Last updated: 13 May 2026
Privacy Policy
This Privacy Policy describes how Concreate Technologies Private Limited ("Vivly", "we") handles personal data in connection with the Vivly Services and the Vivly website. It is written to comply with India's Digital Personal Data Protection Act, 2023, and, where applicable to our customers, the EU/UK General Data Protection Regulation.
Who we are
Concreate Technologies Private Limited, registered office at G-1, SRS Prashanthi fields, P.O Road, Kadugodi, Bangalore, Karnataka, India, 560067. CIN: U72900KA2022PTC163147.
Personal data we collect
Account data. Name, email, organisation (if applicable), and role of the individual who signs up. Individual users of the market research interface may sign up with a personal or work email; team and enterprise accounts use a designated workspace owner.
Billing data. Billing address, GSTIN (where applicable), and the last four digits / brand of the payment instrument used. Full card details are collected directly by our payment processor (Stripe) and are never stored on Vivly's systems.
Usage data. API request logs, query records, IP address, timestamps, user-agent, the resource called, and credits consumed. This is required to operate, secure, and bill the Services.
Communications. Emails and messages you send to support@vivly.in and metadata about that correspondence.
Cookies and similar. Strictly necessary cookies for authentication and session management; optional analytics cookies that you can decline via the cookie banner. See our Cookie Policy.
What we do not collect
We do not collect special category / sensitive personal data unless you explicitly submit it to the Services for a contracted purpose.
We do not buy personal data from data brokers.

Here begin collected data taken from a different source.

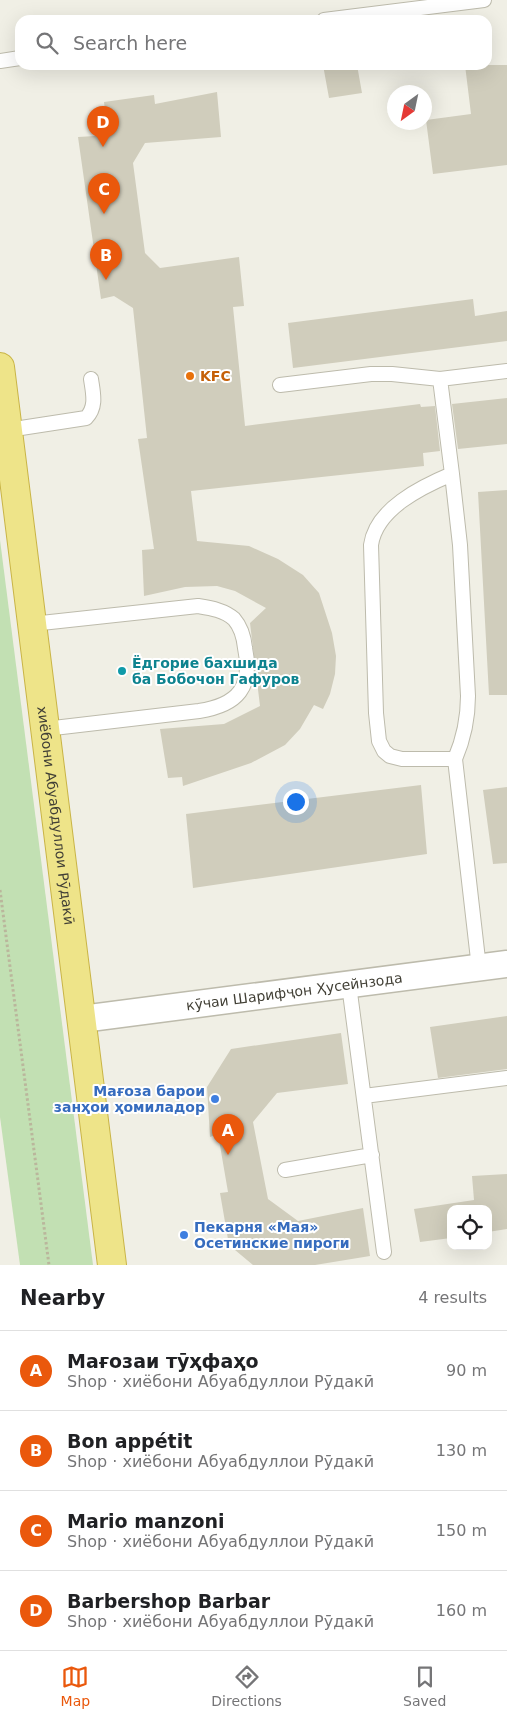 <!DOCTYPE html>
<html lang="en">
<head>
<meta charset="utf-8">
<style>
  :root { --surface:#fff; --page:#f2f2f2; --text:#202124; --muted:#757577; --line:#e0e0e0; --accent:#ea580c }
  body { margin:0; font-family:"DejaVu Sans",sans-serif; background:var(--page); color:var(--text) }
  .controls { position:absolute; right:15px; bottom:15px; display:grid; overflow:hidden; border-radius:10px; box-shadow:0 5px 20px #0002 }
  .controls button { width:45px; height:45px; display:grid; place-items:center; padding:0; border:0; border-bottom:1px solid var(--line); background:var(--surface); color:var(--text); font:25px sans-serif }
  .compass { position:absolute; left:387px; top:85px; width:45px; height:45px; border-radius:50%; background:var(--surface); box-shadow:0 5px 20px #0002; rotate:213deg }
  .you { position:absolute; left:295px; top:801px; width:18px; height:18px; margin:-12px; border:4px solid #fff; border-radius:50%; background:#1a73e8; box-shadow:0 0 0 8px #1a73e833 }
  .badge { display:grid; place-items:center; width:32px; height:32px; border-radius:50%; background:var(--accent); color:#fff; font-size:16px; font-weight:700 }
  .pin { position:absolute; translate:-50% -41px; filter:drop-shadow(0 1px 2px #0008) }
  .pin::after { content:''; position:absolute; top:26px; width:18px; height:15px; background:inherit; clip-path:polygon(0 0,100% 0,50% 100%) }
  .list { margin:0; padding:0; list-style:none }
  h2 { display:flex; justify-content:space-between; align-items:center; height:65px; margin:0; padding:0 20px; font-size:21px }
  h2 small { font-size:16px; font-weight:400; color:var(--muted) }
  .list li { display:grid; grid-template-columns:32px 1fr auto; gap:15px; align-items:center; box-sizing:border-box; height:80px; padding:0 20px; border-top:1px solid var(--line) }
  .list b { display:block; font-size:19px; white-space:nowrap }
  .list p { margin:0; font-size:16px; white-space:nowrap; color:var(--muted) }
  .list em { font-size:16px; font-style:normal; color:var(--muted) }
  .icon { flex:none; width:28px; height:28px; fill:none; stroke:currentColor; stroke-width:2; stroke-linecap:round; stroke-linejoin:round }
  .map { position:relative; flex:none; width:507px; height:1265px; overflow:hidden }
  .search { position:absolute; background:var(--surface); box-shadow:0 5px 20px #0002; left:15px; right:15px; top:15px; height:55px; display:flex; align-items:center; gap:12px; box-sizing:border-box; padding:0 18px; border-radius:15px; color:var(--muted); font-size:19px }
  .sheet { height:385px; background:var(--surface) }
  nav { display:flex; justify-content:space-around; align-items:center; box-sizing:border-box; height:70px; border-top:1px solid var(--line); background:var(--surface); font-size:14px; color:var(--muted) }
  nav a { display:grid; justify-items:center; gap:2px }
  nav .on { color:var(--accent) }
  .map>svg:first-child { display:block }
  .green { fill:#c2e0b3 }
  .building { fill:#d0cdbc }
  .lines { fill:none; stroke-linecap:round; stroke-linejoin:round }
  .service-casing { stroke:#bdbbac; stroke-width:16 }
  .minor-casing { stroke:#bdbbac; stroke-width:29 }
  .trunk-casing { stroke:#c9b446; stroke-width:30 }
  .path { stroke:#bab69c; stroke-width:3; stroke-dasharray:2.5 2.5; stroke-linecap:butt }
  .service { stroke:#fff; stroke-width:14 }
  .minor { stroke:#fff; stroke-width:26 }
  .trunk { stroke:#eee489; stroke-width:28 }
  .food-dot { fill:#e8710a; stroke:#fff; stroke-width:2 }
  .culture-dot { fill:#0f9aa8; stroke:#fff; stroke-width:2 }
  .shop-dot { fill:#3f7fe0; stroke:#fff; stroke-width:2 }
  .labels { text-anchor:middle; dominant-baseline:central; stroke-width:4; stroke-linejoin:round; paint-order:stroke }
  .food-label { font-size:14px; font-weight:bold; fill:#c56008; stroke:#fff; text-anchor:start }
  .culture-label { font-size:14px; font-weight:bold; fill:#0d838f; stroke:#fff; text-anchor:start }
  .street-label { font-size:14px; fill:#424036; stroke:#fff }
  .shop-label { font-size:14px; font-weight:bold; fill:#366cbe; stroke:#fff; text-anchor:end }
</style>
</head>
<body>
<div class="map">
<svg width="507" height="1265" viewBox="0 0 507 1265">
  <rect width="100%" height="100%" fill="#f0efe5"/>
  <path class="green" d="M 0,540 L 93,1265 L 20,1265 L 0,1117 Z"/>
  <path class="building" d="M 323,65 L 357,65 L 362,93 L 329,98 Z
    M 465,65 L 507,65 L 507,165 L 433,174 L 426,120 L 471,114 Z
    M 217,92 L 221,137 L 145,143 L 133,163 L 145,253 L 160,268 L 239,257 L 244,306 L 233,307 L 245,426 L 420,404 L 421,407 L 435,406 L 440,451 L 423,453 L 424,466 L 191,491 L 197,541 L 249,546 L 278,559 L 303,575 L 319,593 L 332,633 L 336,656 L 335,674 L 330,694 L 323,709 L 314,705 L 300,729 L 285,745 L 251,763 L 183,786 L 182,777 L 168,778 L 160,729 L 224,724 L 260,706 L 250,623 L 266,608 L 235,591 L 217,586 L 185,587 L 144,596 L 142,550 L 154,549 L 138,439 L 147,438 L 133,308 L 114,296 L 101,299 L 78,137 L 95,136 L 106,119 L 104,102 L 154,95 L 155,104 Z
    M 473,299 L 475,316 L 507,311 L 507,341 L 293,368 L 288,323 Z
    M 507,398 L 507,444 L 458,449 L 452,404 Z
    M 507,490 L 507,695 L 489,695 L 478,492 Z
    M 421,785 L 427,854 L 193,888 L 186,814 Z
    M 507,787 L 507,863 L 493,864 L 483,790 Z
    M 507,1016 L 507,1069 L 438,1078 L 430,1027 Z
    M 341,1033 L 348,1084 L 277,1093 L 253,1122 L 268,1199 L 298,1221 L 363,1208 L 370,1256 L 315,1265 L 253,1265 L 229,1245 L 220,1193 L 228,1192 L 218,1134 L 210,1137 L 207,1087 L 231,1049 Z
    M 507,1174 L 507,1229 L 488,1232 L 488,1209 L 451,1209 L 451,1238 L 420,1242 L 414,1209 L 474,1200 L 472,1176 Z"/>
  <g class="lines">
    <g class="service-casing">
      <path id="service" d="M 324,20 L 484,0
        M 0,61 L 20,58
        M 280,385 L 371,374 L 392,374 L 440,379
        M 8,430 L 86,418 C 97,407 93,393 91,379
        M 452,474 L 460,545 L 468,696 C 468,719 464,738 455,759
        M 32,624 L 198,606 C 210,608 224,610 234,619 C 241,627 244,638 245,648 C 253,687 238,705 199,711 L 45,729
        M 479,968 L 455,759 L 402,759 L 390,756 L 384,751 L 379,741 L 376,713 L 371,545 C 376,509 421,487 452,474 L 440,379 L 507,371
        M 349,985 L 384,1252
        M 364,1096 L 507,1078
        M 285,1170 L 372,1155"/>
    </g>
    <g class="minor-casing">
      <g id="minor">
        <path id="s1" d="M 82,1019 L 507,964"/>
      </g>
    </g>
    <g class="trunk-casing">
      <g id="trunk">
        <path id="s2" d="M 0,367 L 112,1265"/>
      </g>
    </g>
    <path class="path" d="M 0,890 L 49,1265"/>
    <use href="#service" class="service"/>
    <use href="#minor" class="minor"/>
    <use href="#trunk" class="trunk"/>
  </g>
  <circle class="food-dot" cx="190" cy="376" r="5"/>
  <circle class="culture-dot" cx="122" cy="671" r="5"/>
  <g class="shop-dot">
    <circle cx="215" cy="1099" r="5"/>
    <circle cx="184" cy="1235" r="5"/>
  </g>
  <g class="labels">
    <g class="food-label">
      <text x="200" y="376">KFC</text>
    </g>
    <g class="culture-label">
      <text x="132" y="663">Ёдгорие бахшида<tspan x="132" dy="16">ба Бобочон Гафуров</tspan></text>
    </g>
    <g class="street-label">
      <text stroke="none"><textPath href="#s2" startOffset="452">хиёбони Абуабдуллои Рӯдакӣ</textPath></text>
      <text stroke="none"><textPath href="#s1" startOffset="214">кӯчаи Шарифҷон Ҳусейнзода</textPath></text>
    </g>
    <g class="shop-label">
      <text x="205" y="1091">Мағоза барои<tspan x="205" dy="16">занҳои ҳомиладор</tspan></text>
      <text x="194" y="1227" text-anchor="start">Пекарня «Мая»<tspan x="194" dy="16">Осетинские пироги</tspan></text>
    </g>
  </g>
</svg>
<div class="controls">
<button><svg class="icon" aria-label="locate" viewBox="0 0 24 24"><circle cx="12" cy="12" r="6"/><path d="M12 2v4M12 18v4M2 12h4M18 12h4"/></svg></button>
</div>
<svg class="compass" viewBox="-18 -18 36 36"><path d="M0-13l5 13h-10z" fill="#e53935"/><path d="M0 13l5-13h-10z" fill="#757577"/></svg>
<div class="you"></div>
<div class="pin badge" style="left:228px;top:1155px">A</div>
<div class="pin badge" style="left:106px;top:280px">B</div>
<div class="pin badge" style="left:104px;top:214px">C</div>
<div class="pin badge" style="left:103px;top:147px">D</div>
<div class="search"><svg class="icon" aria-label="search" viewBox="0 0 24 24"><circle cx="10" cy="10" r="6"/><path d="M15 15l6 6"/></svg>Search here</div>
</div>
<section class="sheet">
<h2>Nearby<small>4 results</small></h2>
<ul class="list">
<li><span class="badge">A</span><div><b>Мағозаи тӯҳфаҳо</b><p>Shop · хиёбони Абуабдуллои Рӯдакӣ</p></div><em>90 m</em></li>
<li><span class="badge">B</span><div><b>Bon appétit</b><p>Shop · хиёбони Абуабдуллои Рӯдакӣ</p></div><em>130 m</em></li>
<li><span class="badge">C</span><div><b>Mario manzoni</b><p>Shop · хиёбони Абуабдуллои Рӯдакӣ</p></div><em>150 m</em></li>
<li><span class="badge">D</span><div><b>Barbershop Barbar</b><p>Shop · хиёбони Абуабдуллои Рӯдакӣ</p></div><em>160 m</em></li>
</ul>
</section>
<nav>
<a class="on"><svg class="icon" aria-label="map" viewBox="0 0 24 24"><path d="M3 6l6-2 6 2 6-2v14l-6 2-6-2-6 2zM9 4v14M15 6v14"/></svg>Map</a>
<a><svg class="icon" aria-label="directions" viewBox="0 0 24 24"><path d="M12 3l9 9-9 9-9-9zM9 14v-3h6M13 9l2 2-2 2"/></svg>Directions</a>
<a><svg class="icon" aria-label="saved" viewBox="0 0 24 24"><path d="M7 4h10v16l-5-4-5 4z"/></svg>Saved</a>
</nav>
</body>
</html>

We do not run advertising or share personal data with ad networks.
Lawful basis and purposes
We process personal data to (a) provide and secure the Services (contract), (b) bill and collect payment (contract / legal obligation), (c) comply with tax, anti-money-laundering, and other legal obligations, (d) communicate service updates (legitimate interest), and (e) improve the Services using aggregated, de-identified usage data.
Public web data
Vivly extracts structured signal from public web data sources accessed via official platform APIs and licensed providers. To the extent this processing involves personal data of third parties (for example, public posts attributed to individuals), Vivly relies on the lawful basis of legitimate interests of our Customers to receive structured insight from publicly available information, balanced against the rights of data subjects. We minimise identifiers, do not enrich with non-public sources, and respond to verifiable deletion requests as set out below.
Sharing
We share personal data only with (a) sub-processors that help us operate the Services under written contract - currently including Stripe (payments), our cloud and hosting provider, our email and support tooling providers (a current list is available at privacy@vivly.in); (b) professional advisers under confidentiality; and (c) authorities where legally required. We do not sell personal data.
International transfers
Vivly's primary operations are in India. Customer billing data may be processed by Stripe and our cloud provider in regions outside India under contractual safeguards permitted by Indian law and, where applicable, GDPR transfer mechanisms.
Retention
Account and billing data are retained for the life of the account plus seven years to meet Indian tax and corporate records requirements. Usage logs are retained for thirteen months for security and billing audit. Aggregated, de-identified data may be retained longer.
Your rights
Subject to applicable law, you may request access to, correction of, or deletion of personal data we hold about you, and may withdraw consent for processing based on consent. Send requests to privacy@vivly.in. We will respond within the period required by law.
Grievance Officer (DPDP Act, 2023)
Vivasvan Gadepalli, grievance@vivly.in. Phone: +91 79824 29660. Address: as above. We will acknowledge grievances within 7 working days and resolve within 30 days.
Children
The Services are not directed to individuals under 18. We do not knowingly collect personal data of minors.
Security
We use industry-standard technical and organisational measures - encryption in transit, access controls, audit logging, periodic reviews. No method is perfectly secure; we encourage strong, unique passwords and prompt incident reporting.
Changes
Material changes will be notified to account owners by email and posted here with an updated "Last updated" date.